Count the lines in the entries below that include the word "icon". Give nothing but the number.
BEGIN
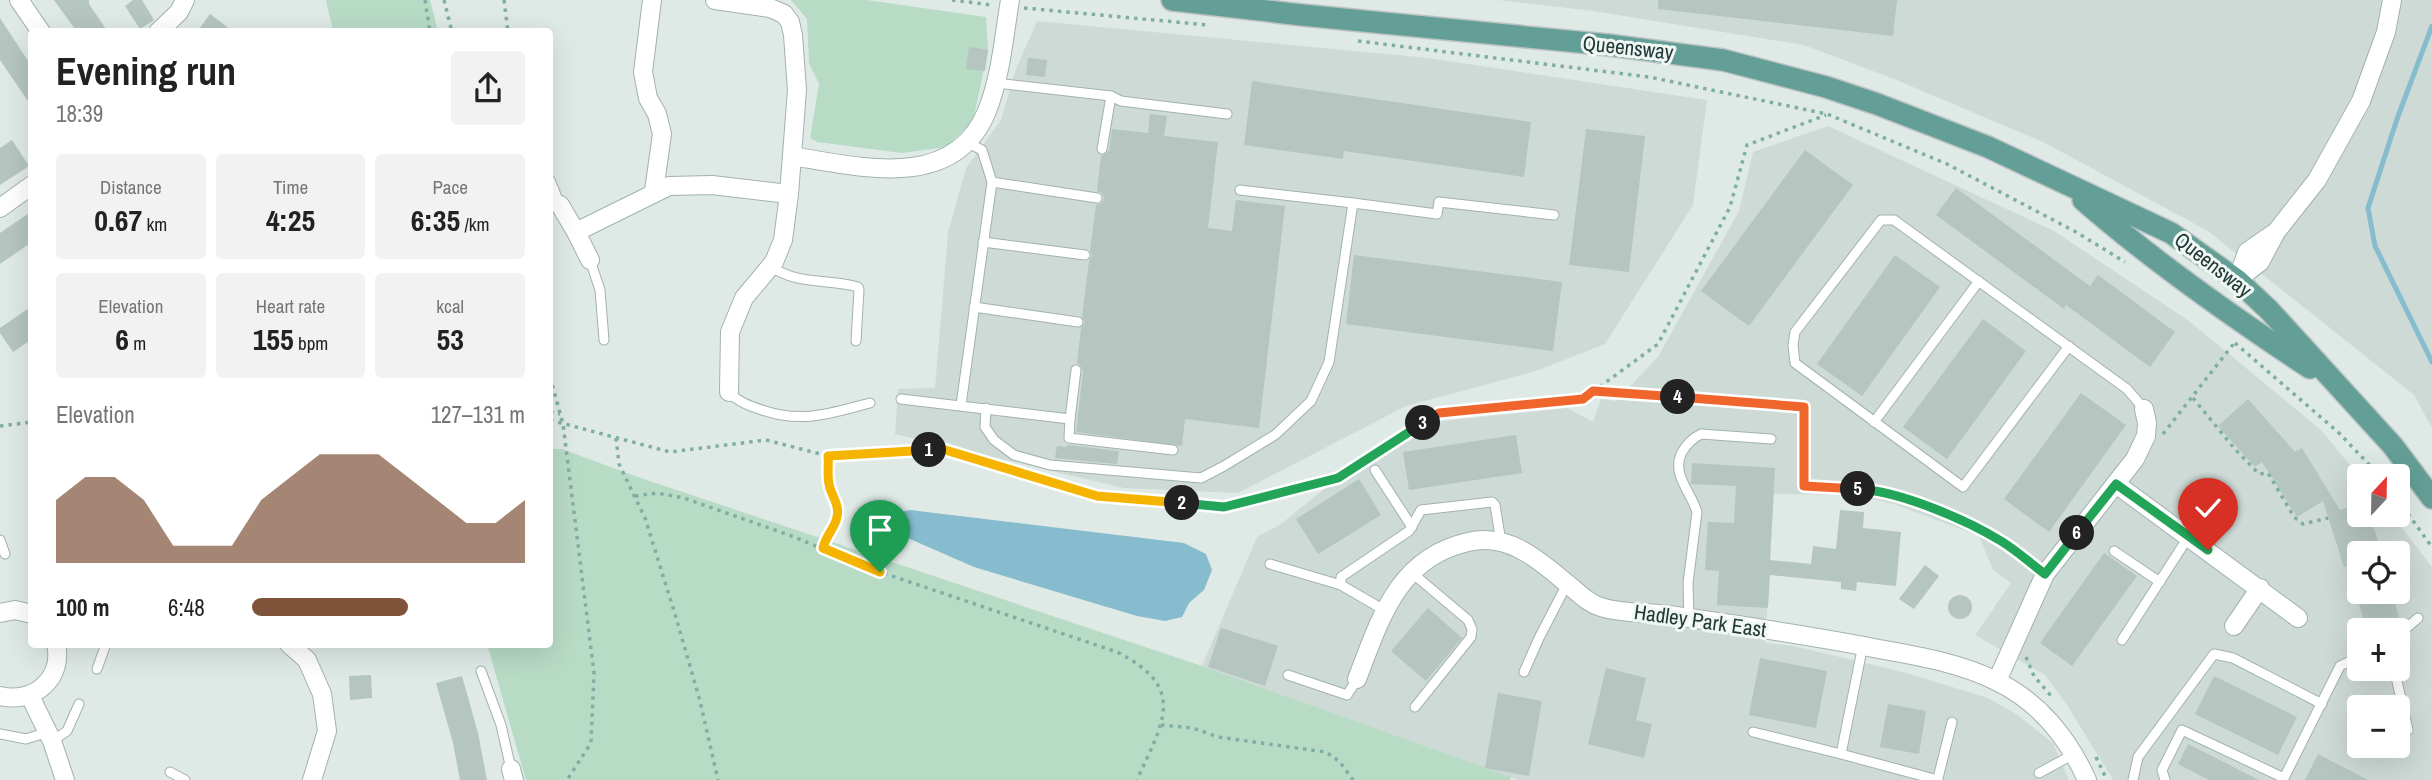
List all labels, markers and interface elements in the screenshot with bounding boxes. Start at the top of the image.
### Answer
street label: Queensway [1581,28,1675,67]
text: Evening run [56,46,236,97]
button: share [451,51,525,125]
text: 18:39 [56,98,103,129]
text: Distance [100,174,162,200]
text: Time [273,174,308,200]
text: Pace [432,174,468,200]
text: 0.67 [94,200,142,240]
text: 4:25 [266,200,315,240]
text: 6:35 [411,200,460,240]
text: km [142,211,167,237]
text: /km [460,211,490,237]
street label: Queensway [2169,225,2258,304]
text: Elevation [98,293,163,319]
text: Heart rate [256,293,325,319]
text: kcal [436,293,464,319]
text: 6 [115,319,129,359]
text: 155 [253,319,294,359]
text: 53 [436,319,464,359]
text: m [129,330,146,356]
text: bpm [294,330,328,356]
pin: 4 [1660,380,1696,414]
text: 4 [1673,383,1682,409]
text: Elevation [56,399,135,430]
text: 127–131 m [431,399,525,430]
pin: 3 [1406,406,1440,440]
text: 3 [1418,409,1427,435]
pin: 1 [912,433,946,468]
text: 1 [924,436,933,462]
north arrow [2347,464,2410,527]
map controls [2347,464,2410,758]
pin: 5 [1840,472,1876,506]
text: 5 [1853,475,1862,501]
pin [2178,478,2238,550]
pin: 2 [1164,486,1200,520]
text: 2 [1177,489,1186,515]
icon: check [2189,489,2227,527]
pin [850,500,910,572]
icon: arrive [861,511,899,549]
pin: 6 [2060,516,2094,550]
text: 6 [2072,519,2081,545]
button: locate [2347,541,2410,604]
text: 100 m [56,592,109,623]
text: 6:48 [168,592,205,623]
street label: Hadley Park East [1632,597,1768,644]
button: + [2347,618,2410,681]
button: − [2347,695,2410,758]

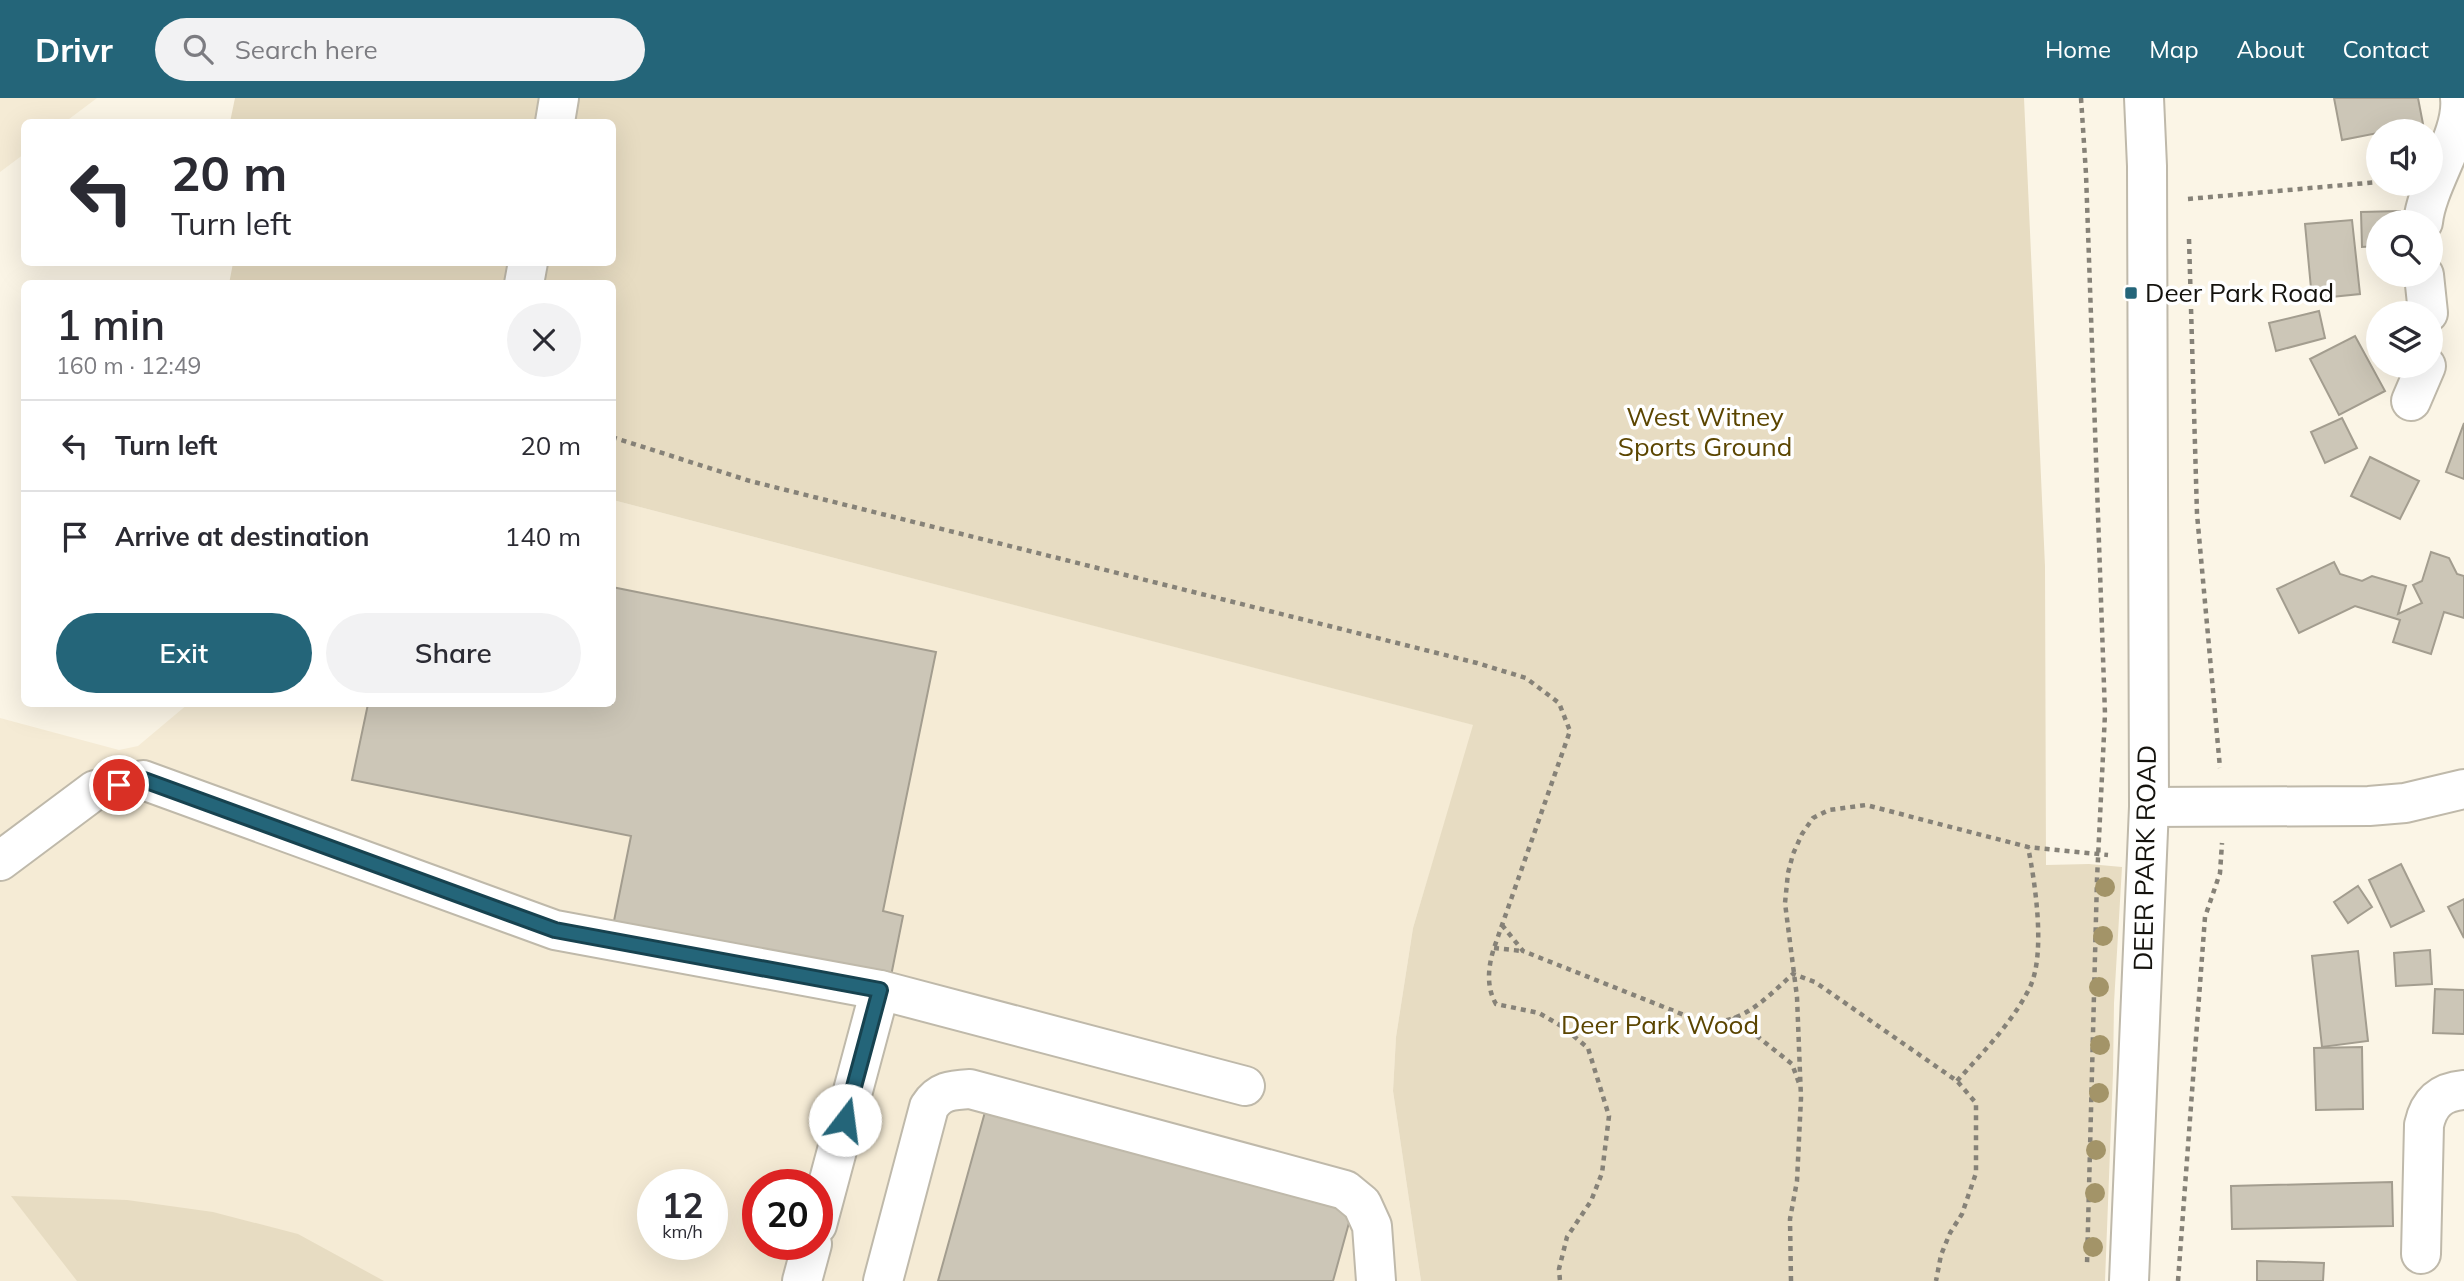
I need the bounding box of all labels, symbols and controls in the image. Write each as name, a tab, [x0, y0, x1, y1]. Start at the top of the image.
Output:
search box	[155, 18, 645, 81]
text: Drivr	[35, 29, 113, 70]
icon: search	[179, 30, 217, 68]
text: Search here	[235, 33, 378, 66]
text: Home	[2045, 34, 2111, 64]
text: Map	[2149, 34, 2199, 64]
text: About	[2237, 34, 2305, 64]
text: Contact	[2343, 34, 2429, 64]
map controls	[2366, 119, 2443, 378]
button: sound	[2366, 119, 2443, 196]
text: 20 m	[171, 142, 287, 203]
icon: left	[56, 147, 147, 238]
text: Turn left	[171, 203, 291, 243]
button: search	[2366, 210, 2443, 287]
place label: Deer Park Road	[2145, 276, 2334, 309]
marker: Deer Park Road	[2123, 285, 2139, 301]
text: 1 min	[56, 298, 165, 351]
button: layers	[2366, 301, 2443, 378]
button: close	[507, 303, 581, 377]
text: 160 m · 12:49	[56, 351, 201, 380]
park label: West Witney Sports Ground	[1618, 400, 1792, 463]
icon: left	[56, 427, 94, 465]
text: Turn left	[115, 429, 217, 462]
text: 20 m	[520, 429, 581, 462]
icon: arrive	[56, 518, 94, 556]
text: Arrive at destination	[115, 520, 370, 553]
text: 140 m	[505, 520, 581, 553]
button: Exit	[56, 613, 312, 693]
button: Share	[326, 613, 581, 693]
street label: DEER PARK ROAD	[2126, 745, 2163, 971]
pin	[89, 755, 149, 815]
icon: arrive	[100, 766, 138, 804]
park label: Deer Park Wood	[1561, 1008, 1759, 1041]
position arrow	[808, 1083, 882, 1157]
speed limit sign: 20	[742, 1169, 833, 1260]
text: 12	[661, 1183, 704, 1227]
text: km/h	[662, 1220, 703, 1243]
END
__Answer to the exercise__
7